The environment emanating from such confrontational partisanship is at the root of destructive interactions between and within our political parties. It is an environment that, fueled by the contrived hyperbole of fringe media (radio and on-line), desensitizes a basic sense of civility that allows social co-existence. Incendiary talk radio and web sites that are just a notch below in their rhetoric of the ones used by Hutus in Rwanda or Serbs in Bosnia to inspire genocidal rampages have become increasingly pervasive in the partisan dialogue and in social media. And with no doubt within this environment we can find the origin of that political Frankenstein monster: Mr. Donald Trump. A creature nurtured by an unfettered sense of entitlement, a sublimated inferiority complex and a craving for attention at any price. A creature pieced together and supported by a coalition of people exactly like him showcasing in social media and any other vehicle they may find their blinder constrained narcissism. These are not Bush or Romney Republicans, not Reagan or Clinton Democrats, confrontational and antagonistic, but they are politically alienated, for lack of a better word, anarchists.  Après nous, le déluge!

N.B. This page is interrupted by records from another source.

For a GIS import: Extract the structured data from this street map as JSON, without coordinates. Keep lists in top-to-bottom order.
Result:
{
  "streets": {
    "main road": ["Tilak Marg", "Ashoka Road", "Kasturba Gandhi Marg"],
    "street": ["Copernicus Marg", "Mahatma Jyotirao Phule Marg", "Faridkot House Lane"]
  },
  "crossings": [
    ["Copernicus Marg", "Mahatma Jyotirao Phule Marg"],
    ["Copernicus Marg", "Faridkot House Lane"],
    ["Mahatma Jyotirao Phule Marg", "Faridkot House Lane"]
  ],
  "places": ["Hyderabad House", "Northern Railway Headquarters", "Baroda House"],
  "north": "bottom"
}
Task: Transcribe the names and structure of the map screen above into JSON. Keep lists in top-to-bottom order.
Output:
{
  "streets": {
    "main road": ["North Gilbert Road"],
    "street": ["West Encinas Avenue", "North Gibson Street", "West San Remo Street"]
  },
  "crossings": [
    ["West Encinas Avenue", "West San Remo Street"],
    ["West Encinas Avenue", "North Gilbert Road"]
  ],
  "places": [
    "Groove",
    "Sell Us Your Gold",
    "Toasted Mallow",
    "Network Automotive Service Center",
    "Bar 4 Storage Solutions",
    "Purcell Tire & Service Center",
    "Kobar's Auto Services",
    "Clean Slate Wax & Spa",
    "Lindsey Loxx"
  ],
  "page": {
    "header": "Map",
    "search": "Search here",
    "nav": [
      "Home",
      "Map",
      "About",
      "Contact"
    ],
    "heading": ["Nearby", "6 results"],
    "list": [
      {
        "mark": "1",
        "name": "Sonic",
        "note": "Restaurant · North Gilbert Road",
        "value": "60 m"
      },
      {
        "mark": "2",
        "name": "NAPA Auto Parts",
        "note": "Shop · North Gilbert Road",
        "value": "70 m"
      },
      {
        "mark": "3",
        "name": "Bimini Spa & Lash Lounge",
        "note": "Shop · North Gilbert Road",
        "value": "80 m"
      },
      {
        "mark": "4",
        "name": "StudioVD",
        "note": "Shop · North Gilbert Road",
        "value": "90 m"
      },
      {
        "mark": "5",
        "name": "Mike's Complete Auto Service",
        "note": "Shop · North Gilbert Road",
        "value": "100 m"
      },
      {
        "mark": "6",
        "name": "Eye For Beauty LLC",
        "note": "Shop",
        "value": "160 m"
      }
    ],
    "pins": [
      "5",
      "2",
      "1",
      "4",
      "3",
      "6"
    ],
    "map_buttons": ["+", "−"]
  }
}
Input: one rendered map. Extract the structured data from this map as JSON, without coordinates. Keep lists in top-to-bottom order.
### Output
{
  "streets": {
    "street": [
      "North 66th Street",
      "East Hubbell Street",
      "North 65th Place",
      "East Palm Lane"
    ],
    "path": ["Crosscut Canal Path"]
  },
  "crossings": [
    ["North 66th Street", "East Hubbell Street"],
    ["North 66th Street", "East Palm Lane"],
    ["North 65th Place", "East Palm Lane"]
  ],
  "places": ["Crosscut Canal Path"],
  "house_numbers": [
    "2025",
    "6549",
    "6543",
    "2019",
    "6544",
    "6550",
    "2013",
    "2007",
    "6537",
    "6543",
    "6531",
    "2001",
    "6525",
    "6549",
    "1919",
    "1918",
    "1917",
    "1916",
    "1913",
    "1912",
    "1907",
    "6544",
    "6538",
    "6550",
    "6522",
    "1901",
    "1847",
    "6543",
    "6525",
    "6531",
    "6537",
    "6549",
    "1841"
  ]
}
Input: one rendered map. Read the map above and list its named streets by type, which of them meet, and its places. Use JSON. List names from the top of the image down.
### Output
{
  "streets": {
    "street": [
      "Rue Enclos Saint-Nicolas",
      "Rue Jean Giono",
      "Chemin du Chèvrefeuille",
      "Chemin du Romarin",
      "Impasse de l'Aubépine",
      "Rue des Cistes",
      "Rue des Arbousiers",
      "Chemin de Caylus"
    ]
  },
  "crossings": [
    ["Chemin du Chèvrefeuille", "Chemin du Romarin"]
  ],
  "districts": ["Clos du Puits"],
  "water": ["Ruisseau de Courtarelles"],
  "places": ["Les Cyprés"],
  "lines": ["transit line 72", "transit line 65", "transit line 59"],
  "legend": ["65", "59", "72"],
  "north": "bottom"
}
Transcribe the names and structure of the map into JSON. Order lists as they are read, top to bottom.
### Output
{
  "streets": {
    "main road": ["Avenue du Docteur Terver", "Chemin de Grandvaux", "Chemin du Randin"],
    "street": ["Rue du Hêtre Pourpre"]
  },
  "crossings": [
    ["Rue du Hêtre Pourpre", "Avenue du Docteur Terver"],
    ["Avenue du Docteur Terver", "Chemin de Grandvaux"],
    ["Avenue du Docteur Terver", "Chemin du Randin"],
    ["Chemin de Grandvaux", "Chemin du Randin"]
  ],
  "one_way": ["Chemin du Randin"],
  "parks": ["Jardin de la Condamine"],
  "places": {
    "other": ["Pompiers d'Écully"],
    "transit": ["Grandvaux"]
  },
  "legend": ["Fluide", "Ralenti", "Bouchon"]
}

Trump’s claim to fame and biggest selling point is that he is a successful businessman, that he knows how to run a business, knows about money and that it is time someone with his credentials ran the country.  Setting aside the fact that he has not demonstrated that he has had the acumen to use his inherited fortune to grow it over market returns (without bilking thousands of customers, contractors and even state and federal government), the notion that a nation can be run like a business is spurious. The last time that was attempted here was by Calvin Coolidge and it led to the Great Depression.

A successful business is a closed system with a clear goal: survive market competition and the innovation forces of creative destruction to maximize the profits to its limited number of shareholders.  A successful nation is an open system that by regulating market failures, externalities and common goods seeks to maximize the well-being of all its citizens. The set of skills and knowledge that lead to success in one endeavor are not the same for the other.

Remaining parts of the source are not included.